It is a pleasure to follow Andrew Selous.
In my speech, I shall concentrate mostly on business rates. The Chancellor was right to say that the business rates scheme must better reflect the digital economy—firms such as Amazon have had an unfair advantage over high-street companies for far too long—but I suspect that some business people will be sceptical about the Chancellor’s announcement that he is to conduct a review of business rates. The last Chancellor, Mr Osborne, proposed a review in the run-up to the 2015 general election, but we have seen nothing of it.
We must also bear in mind that the Chancellor is now trying to repair a business rates scheme which the Government damaged by refusing to carry out the previous revaluation. It is because they did not publish revaluation results in 2015, delaying until this year, that businesses in towns such as Rochdale had to carry a disproportionate burden for additional years when their rateable value had actually fallen as a result of the impact of the recession. Businesses in London, and particularly in the south-east, were advantaged by the revaluation cancellation. Businesses in Rochdale and similar towns will now be sceptical about the new £50 cap on any business rates increase, not least because no such limit was offered to them when they were experiencing difficulties in 2014, 2015 and 2016.
CAMRA, the Campaign for Real Ale, has been right to raise concerns about business rates affecting public houses. As Members will know, pubs’ business rates are based on turnover rather than rent levels. It does not matter whether they are profitable. In many respects, that is a tax on entrepreneurialism, because someone who builds up a business will pay a lot more in business rates. I think that those who conduct the review should consider looking into how pubs’ business rates are determined.
The Chancellor has announced a £1,000 discount for what we are told will be about 90% of pubs. While I am sure that that will be welcome, I suspect that it will not go very far, and that it will be “small beer” for pubs that face major business rate increases this year. The Baum in Rochdale, which was the national CAMRA pub of the year in 2012, faces a rateable value rise of a whopping 377%. I cannot help thinking that a £1,000 discount will not go that far in helping that particular business.

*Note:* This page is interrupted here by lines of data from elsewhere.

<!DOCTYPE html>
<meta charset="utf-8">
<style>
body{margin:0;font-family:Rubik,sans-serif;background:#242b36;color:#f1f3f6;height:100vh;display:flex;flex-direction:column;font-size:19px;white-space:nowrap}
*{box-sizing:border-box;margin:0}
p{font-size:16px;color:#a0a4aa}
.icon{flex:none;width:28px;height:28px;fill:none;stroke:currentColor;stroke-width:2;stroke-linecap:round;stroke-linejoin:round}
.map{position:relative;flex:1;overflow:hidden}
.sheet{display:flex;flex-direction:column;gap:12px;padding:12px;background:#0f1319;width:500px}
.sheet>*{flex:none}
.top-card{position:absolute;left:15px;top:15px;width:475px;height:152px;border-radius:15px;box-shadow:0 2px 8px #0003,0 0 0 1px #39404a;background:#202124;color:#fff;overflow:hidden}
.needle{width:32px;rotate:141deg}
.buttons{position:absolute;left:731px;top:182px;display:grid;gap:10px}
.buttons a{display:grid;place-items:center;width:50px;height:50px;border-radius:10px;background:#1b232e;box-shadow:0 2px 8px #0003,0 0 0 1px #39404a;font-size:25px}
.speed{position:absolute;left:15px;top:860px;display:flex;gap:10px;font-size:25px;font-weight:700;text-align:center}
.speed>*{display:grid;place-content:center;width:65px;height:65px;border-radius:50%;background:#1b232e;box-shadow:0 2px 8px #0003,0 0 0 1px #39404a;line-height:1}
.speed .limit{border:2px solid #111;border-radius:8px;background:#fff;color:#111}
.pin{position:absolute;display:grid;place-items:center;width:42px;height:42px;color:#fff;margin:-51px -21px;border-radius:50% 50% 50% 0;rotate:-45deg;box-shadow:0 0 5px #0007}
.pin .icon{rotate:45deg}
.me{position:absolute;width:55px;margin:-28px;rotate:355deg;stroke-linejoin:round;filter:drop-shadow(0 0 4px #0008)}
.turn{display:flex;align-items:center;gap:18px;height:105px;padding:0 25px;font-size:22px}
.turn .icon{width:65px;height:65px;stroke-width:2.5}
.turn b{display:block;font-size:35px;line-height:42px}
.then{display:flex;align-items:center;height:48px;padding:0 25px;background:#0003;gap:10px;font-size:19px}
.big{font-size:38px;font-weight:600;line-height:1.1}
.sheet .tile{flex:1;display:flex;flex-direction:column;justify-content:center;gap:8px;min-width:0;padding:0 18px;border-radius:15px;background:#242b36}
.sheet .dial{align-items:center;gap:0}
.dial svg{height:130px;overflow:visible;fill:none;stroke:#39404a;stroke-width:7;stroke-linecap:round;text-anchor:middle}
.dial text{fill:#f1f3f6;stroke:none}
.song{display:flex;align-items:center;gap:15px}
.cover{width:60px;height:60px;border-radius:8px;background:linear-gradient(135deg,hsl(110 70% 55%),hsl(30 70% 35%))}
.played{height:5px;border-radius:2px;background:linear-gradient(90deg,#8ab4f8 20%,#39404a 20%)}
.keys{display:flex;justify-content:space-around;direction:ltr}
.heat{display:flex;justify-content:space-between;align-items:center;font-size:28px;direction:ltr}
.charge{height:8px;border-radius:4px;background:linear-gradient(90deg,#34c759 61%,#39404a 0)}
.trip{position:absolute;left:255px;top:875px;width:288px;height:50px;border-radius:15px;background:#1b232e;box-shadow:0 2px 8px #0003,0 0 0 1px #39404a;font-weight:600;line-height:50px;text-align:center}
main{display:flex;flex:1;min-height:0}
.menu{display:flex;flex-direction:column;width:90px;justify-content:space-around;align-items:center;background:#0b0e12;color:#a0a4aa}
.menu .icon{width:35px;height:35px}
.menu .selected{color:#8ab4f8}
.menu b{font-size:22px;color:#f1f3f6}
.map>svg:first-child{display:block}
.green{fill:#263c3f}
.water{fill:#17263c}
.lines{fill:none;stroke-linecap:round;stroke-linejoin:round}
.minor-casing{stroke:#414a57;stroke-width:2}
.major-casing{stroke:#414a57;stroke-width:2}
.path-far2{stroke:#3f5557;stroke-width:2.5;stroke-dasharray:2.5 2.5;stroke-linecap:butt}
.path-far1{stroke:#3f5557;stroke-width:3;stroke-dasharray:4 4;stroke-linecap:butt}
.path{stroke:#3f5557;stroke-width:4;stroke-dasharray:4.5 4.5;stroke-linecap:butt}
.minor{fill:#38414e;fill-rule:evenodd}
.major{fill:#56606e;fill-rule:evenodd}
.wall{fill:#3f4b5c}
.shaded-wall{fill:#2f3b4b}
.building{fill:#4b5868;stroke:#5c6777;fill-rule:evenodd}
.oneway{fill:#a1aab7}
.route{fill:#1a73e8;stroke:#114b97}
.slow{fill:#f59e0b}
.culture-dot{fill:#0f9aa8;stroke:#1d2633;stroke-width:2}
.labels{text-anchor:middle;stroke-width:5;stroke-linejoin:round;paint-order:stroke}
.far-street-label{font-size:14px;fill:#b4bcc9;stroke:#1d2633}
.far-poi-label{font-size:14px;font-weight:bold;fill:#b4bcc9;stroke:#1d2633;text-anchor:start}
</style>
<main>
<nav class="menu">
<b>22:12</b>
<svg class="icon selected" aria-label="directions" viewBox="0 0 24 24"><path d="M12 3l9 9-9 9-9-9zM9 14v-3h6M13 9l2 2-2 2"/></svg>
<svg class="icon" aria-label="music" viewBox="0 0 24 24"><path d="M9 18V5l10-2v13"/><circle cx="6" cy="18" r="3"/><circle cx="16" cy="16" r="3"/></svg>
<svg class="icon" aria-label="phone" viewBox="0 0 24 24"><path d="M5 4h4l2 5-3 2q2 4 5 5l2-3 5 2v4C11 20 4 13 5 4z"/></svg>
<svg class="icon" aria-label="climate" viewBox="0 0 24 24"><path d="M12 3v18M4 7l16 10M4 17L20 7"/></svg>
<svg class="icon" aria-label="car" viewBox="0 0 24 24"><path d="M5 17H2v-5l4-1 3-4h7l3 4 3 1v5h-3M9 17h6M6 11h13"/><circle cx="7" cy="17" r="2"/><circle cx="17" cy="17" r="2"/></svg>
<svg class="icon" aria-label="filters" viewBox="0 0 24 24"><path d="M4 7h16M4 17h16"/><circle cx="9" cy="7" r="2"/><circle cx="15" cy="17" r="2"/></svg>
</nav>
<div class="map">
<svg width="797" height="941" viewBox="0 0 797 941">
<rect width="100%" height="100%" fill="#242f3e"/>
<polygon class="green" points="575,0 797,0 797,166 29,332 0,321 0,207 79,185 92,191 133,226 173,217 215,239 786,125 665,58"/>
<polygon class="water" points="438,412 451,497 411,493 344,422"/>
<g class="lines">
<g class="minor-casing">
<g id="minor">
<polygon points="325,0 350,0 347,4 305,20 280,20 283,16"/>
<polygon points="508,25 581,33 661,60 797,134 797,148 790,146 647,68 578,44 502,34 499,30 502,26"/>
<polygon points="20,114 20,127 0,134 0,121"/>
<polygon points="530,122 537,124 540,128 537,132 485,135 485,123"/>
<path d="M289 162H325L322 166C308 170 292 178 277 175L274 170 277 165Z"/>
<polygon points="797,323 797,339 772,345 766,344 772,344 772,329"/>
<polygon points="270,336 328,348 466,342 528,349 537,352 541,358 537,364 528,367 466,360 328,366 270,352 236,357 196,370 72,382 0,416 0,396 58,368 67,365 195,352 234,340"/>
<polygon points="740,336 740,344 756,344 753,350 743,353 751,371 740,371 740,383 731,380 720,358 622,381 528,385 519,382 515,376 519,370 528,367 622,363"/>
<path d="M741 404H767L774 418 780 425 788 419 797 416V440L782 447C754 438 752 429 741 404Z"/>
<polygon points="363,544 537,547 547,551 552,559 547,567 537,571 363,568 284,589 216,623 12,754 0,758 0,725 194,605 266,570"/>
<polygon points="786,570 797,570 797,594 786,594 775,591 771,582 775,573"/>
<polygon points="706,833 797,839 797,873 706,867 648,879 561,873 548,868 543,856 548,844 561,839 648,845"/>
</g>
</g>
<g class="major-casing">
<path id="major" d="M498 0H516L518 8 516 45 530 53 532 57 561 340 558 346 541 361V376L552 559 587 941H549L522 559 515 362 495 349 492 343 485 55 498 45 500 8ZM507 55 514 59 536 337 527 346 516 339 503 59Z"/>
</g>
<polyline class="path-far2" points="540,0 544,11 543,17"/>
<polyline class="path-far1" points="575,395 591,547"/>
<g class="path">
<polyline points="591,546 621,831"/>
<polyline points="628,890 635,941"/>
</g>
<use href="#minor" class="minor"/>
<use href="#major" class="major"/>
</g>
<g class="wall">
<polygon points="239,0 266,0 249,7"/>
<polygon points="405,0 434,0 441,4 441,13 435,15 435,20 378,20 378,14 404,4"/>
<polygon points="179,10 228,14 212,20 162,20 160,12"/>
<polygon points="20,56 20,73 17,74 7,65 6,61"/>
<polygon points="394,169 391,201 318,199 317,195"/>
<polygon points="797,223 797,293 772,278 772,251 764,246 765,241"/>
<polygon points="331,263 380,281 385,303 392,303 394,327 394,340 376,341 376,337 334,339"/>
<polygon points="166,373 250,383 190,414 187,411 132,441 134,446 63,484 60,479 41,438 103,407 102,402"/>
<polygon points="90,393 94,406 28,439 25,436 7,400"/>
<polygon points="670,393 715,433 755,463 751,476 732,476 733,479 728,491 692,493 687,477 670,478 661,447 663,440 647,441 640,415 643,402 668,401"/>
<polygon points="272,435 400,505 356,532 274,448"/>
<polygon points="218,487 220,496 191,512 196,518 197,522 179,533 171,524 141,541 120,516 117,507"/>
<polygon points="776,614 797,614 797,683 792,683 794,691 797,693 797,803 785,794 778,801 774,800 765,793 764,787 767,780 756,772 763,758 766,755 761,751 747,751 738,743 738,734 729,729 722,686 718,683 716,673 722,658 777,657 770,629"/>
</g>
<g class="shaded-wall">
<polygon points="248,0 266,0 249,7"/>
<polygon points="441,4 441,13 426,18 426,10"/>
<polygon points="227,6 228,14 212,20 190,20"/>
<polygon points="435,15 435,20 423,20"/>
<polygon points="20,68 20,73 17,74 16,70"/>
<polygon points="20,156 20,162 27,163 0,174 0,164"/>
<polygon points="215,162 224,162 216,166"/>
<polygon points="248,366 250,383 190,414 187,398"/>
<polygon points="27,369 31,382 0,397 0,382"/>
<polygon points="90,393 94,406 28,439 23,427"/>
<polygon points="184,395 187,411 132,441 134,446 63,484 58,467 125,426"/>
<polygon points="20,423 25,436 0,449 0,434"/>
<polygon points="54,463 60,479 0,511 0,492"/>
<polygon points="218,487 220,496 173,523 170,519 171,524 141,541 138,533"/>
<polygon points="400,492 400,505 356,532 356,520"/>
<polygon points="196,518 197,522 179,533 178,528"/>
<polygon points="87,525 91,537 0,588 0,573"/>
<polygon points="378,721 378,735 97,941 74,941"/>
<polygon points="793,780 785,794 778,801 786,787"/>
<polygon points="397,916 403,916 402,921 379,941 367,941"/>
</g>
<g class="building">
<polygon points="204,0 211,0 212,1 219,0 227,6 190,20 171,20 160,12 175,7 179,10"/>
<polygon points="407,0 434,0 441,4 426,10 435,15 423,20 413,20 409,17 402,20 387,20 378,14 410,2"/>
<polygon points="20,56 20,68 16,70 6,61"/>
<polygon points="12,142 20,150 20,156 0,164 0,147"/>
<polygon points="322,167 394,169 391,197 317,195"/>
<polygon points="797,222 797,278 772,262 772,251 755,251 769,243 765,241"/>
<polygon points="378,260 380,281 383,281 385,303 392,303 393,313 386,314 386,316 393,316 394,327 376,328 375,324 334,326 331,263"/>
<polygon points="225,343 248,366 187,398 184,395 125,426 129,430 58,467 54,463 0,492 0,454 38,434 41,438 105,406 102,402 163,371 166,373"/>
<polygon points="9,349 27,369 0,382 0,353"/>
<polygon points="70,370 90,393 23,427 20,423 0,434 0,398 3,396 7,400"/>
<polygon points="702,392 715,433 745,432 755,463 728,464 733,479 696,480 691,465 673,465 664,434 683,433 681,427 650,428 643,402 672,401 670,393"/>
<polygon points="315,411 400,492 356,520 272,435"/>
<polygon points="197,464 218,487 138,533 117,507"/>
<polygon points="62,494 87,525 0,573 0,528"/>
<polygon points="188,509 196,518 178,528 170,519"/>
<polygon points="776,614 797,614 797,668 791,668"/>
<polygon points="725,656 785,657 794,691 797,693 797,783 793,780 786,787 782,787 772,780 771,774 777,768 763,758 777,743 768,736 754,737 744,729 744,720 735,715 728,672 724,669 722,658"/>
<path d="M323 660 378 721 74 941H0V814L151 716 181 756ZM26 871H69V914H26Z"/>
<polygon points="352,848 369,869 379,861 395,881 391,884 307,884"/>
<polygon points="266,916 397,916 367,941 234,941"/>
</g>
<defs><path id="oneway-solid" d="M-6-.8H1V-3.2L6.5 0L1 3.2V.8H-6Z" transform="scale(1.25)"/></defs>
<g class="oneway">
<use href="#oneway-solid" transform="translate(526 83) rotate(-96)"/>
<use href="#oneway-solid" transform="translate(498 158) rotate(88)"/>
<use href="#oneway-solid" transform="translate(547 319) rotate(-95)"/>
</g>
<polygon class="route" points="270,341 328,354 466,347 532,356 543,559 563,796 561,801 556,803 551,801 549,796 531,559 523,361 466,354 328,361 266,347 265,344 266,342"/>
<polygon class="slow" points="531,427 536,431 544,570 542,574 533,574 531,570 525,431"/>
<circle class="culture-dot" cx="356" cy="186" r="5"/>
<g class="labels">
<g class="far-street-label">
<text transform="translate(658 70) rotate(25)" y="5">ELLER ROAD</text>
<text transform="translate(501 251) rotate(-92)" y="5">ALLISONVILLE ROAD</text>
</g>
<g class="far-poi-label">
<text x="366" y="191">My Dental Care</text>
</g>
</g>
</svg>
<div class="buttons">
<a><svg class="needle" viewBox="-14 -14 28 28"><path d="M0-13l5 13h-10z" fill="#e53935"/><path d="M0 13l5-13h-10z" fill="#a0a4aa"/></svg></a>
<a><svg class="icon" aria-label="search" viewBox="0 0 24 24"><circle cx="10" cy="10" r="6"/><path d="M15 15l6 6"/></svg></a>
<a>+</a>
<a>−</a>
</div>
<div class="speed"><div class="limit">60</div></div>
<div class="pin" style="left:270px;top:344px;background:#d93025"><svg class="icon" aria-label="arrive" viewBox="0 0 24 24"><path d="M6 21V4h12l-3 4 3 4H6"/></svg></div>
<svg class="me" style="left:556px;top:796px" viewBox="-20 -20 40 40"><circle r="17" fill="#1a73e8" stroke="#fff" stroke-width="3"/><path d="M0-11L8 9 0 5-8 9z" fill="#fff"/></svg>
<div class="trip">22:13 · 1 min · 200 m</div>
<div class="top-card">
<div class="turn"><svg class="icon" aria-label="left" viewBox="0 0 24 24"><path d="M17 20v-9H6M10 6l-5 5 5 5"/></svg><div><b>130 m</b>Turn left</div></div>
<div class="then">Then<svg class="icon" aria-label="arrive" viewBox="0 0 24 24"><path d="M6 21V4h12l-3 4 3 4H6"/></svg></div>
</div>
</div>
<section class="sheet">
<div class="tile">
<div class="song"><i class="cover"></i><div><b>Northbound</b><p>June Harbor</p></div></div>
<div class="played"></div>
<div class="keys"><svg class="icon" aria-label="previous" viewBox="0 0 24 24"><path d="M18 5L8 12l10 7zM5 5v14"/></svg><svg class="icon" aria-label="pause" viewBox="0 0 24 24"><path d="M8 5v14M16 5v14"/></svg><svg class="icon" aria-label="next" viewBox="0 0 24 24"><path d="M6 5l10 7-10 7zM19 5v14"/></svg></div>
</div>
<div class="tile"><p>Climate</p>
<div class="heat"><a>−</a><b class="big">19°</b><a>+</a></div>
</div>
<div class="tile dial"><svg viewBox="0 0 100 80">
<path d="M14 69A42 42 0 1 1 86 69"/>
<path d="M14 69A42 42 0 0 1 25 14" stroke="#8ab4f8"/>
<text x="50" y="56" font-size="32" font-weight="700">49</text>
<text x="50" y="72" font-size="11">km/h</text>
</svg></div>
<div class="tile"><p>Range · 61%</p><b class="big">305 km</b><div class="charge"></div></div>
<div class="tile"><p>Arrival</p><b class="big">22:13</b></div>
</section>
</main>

The Chancellor also announced a £300 million discretionary fund for local government. Rochdale council has already led the way in devising a business rates reduction scheme to help new independent retailers in our town centre, so I understand the logic, but we now need to see how that £300 million will be shared between local authorities across the country. If it follows other Government funding for councils, it could well fail to reach the parts of the country that really need it.
Talking of business rates and local government, I believe that the Government were right to adopt a 50% business rate retention scheme for local authorities, and I welcome the piloting of a 100% retention scheme. That should help to drive local economic development, and I hope that councils will step up to the mark. I would make the general observation that Surrey council’s situation is clearly a sweetheart deal; no other such authority has been offered that kind of deal so far.
Let me conclude by making a couple of brief points. First, there must be a proper review of the whole business rates scheme, including the Valuation Office Agency, which clearly is not fit for purpose. Secondly, I welcome councils retaining business rates, but the Government must now give local authorities more freedom over how they allocate, set and collect this tax. Thirdly, to avoid any more scepticism around business rates among businesspeople, the Government need finally to overhaul them to the point where they are seen as fair and equitable across all towns and cities in the country, not just some.